Aim of the task -> How many lines of these entries hold the string "image"? Reply with the number alone.

━━━━━ Raw data

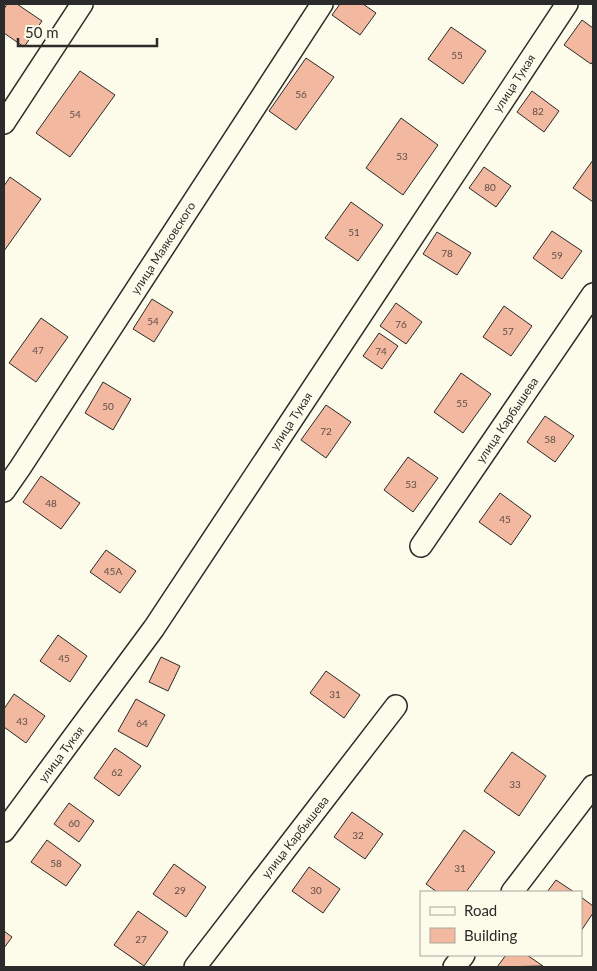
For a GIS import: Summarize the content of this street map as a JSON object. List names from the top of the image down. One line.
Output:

━━━━━━━━━━
━━━━━ Raw data

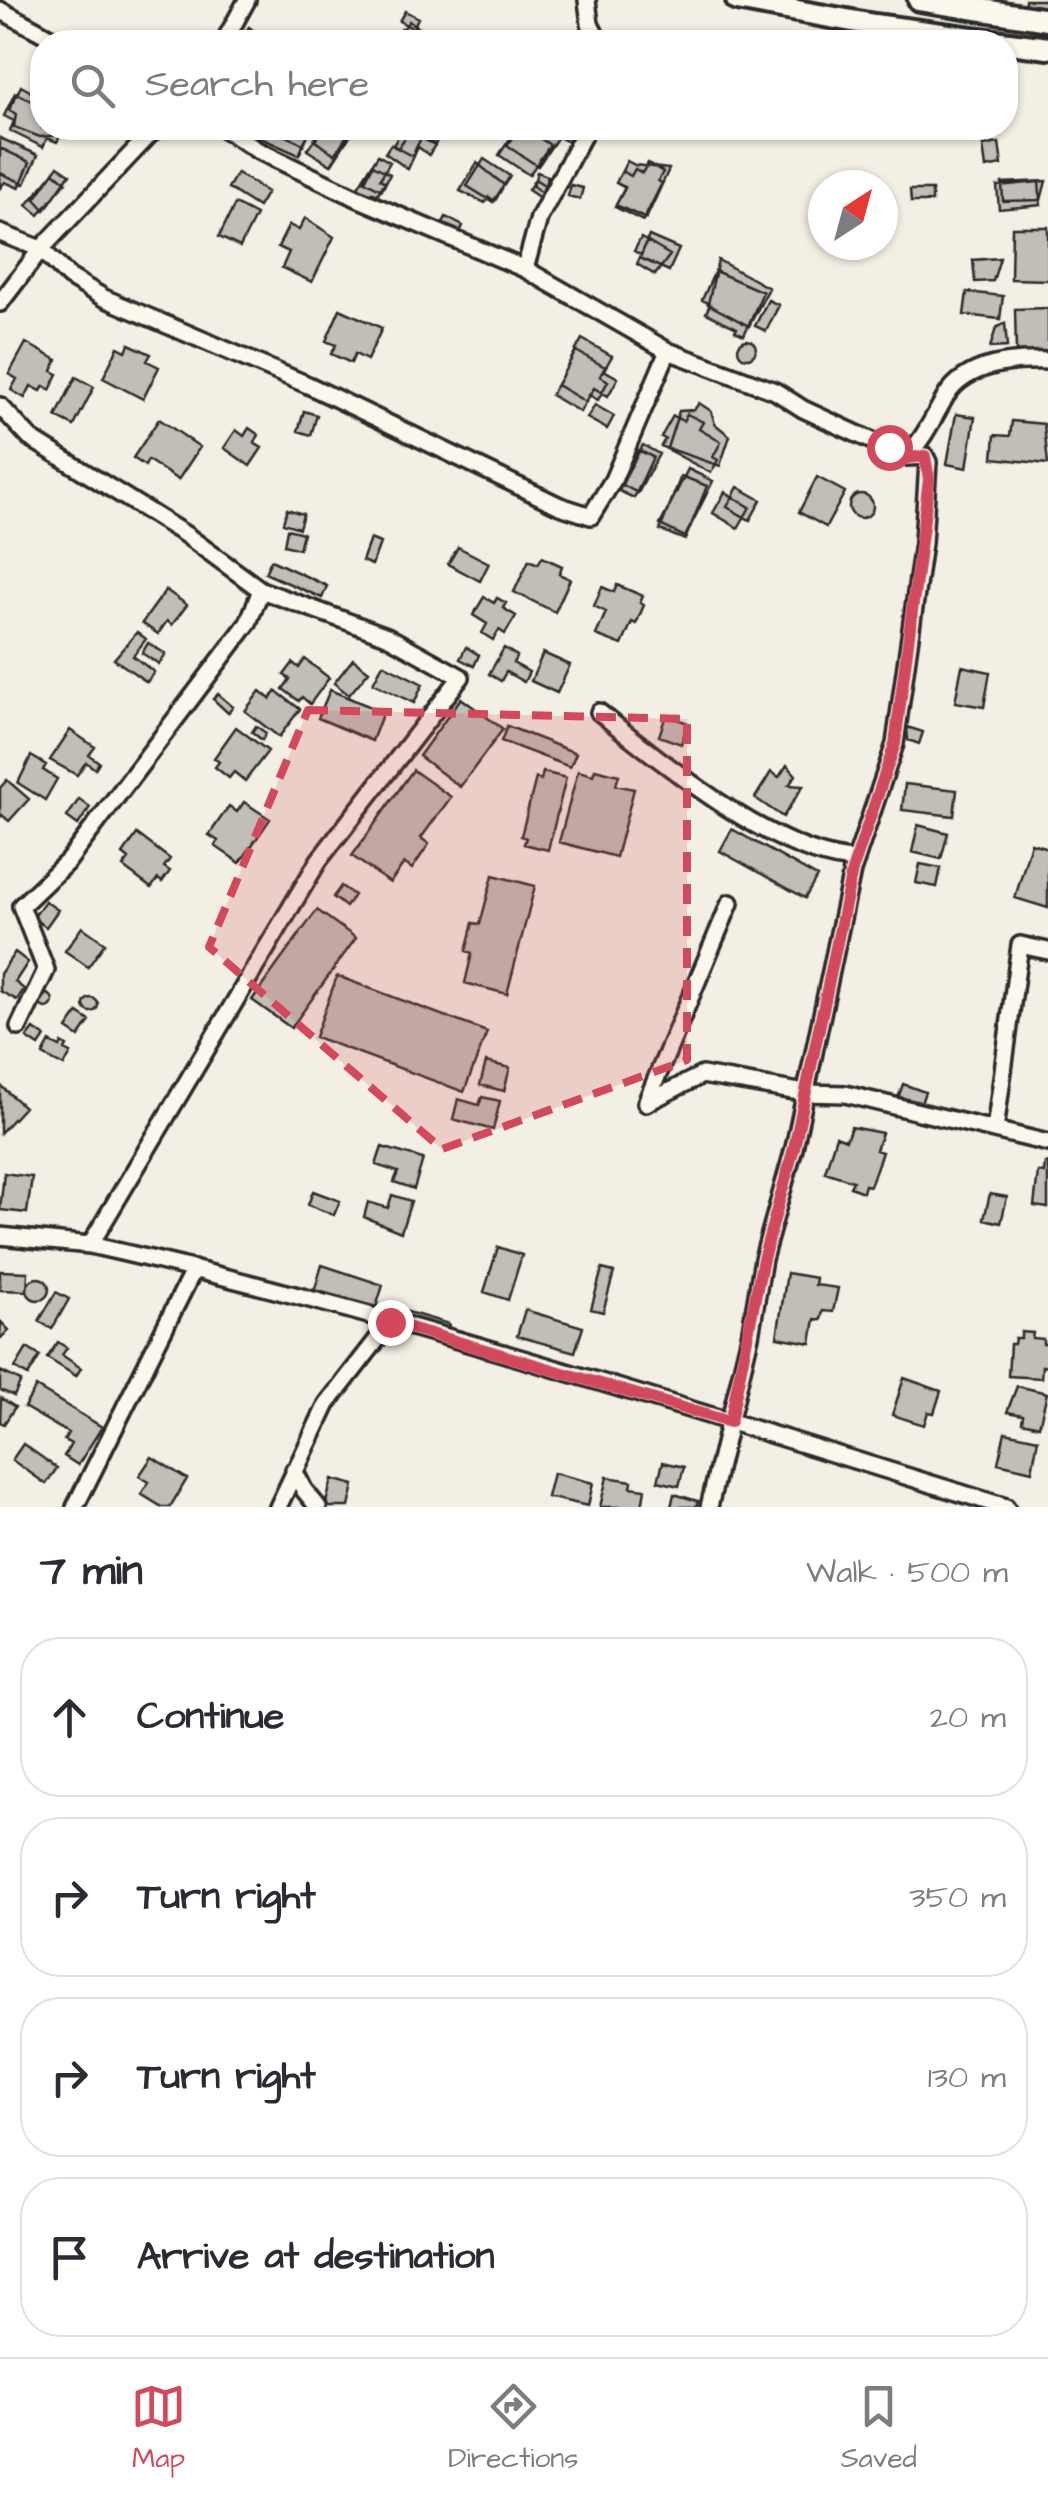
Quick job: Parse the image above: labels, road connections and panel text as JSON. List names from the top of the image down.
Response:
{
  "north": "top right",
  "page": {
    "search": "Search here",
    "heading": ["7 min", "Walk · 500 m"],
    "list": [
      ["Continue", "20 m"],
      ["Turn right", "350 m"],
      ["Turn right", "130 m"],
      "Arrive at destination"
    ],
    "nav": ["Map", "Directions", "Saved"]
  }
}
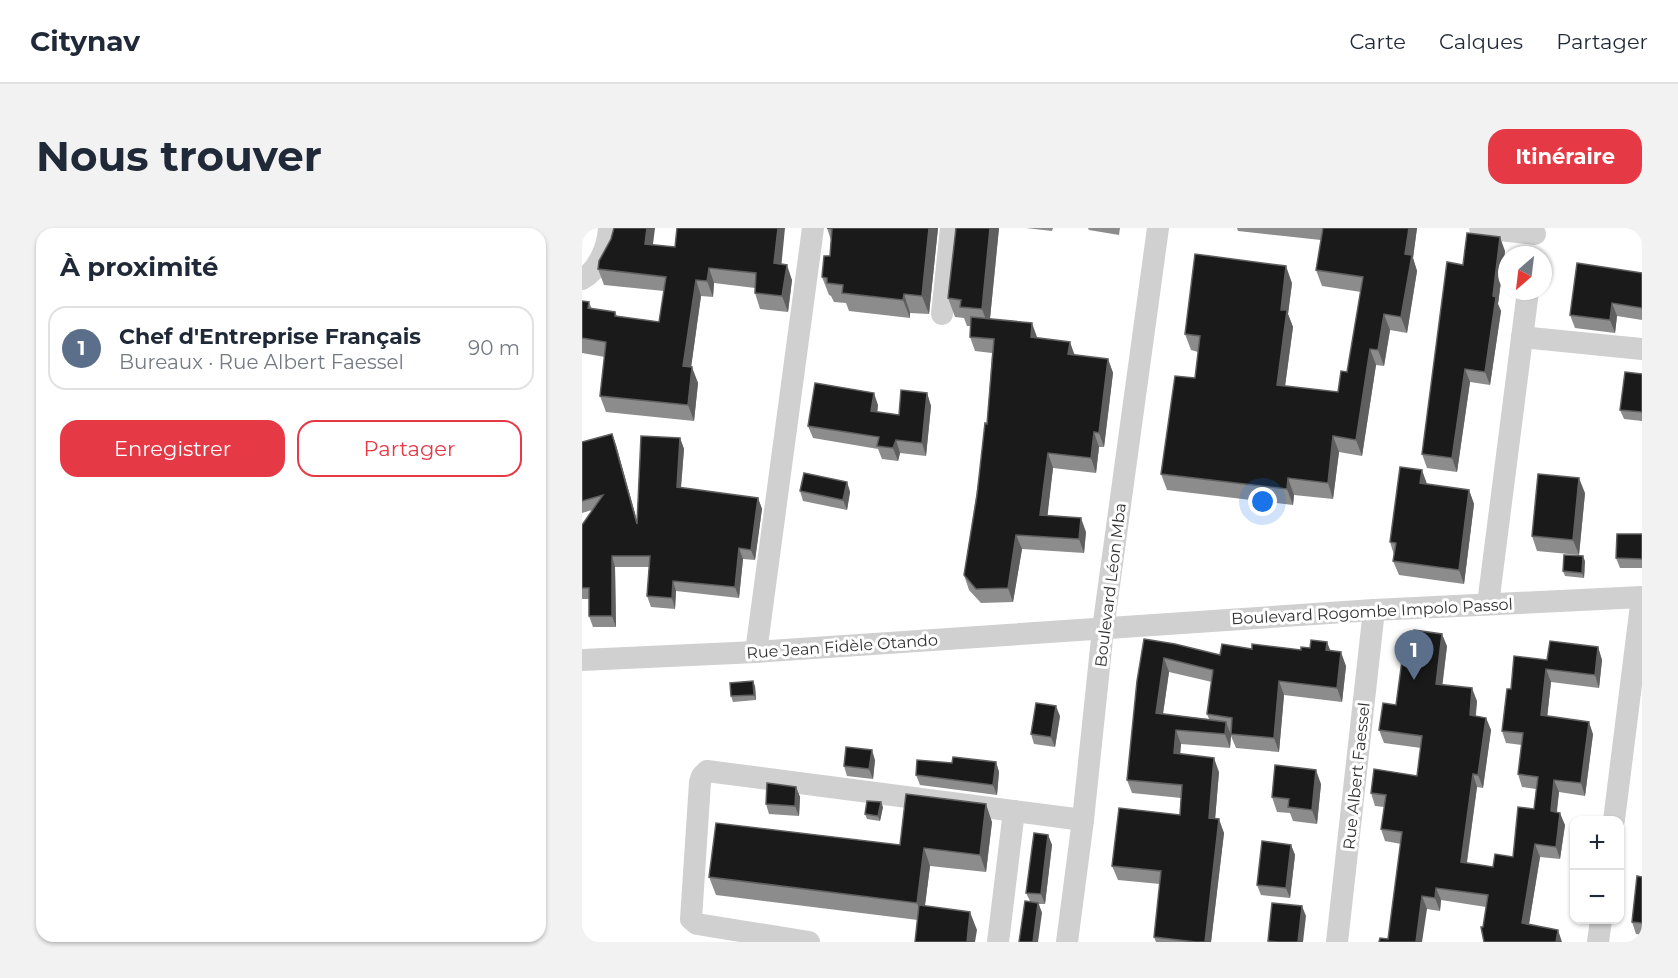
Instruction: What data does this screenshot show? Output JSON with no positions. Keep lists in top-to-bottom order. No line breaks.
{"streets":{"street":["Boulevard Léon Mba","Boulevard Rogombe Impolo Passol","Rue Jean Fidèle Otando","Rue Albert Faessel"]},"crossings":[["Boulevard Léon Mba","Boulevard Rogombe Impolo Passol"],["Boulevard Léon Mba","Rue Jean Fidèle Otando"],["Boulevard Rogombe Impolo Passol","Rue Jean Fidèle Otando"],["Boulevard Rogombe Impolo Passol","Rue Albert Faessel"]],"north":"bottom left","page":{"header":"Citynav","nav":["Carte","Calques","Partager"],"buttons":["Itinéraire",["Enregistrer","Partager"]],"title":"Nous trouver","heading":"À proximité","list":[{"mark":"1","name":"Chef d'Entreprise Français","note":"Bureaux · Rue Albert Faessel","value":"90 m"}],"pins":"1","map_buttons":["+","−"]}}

━━━━━━━━━━
━━━━━ Raw data

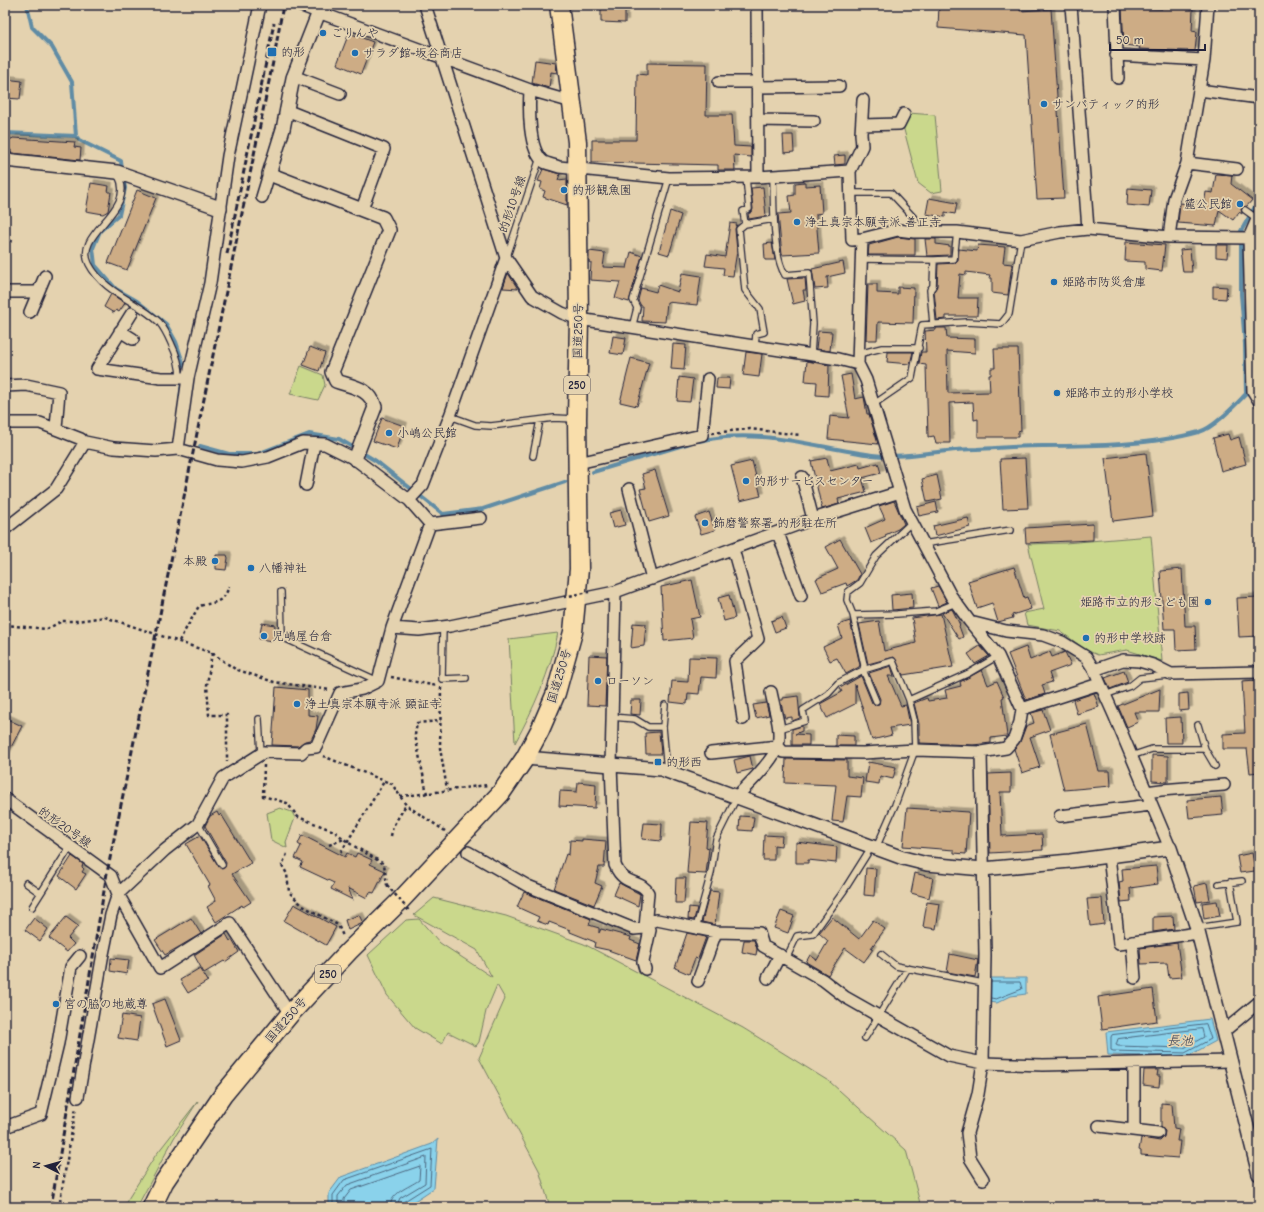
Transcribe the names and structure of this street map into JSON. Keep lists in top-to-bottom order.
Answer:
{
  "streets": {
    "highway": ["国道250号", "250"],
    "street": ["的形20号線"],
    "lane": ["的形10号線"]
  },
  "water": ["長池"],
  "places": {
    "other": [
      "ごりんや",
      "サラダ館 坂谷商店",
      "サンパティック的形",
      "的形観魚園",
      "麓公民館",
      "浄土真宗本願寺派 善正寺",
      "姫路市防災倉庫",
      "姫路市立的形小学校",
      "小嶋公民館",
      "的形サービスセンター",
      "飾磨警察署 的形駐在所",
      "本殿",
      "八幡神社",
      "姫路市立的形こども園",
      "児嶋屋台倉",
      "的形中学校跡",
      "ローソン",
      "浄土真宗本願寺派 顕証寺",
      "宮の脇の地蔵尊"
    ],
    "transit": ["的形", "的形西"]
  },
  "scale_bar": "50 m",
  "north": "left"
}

━━━━━━━━━━

Answer space -> 2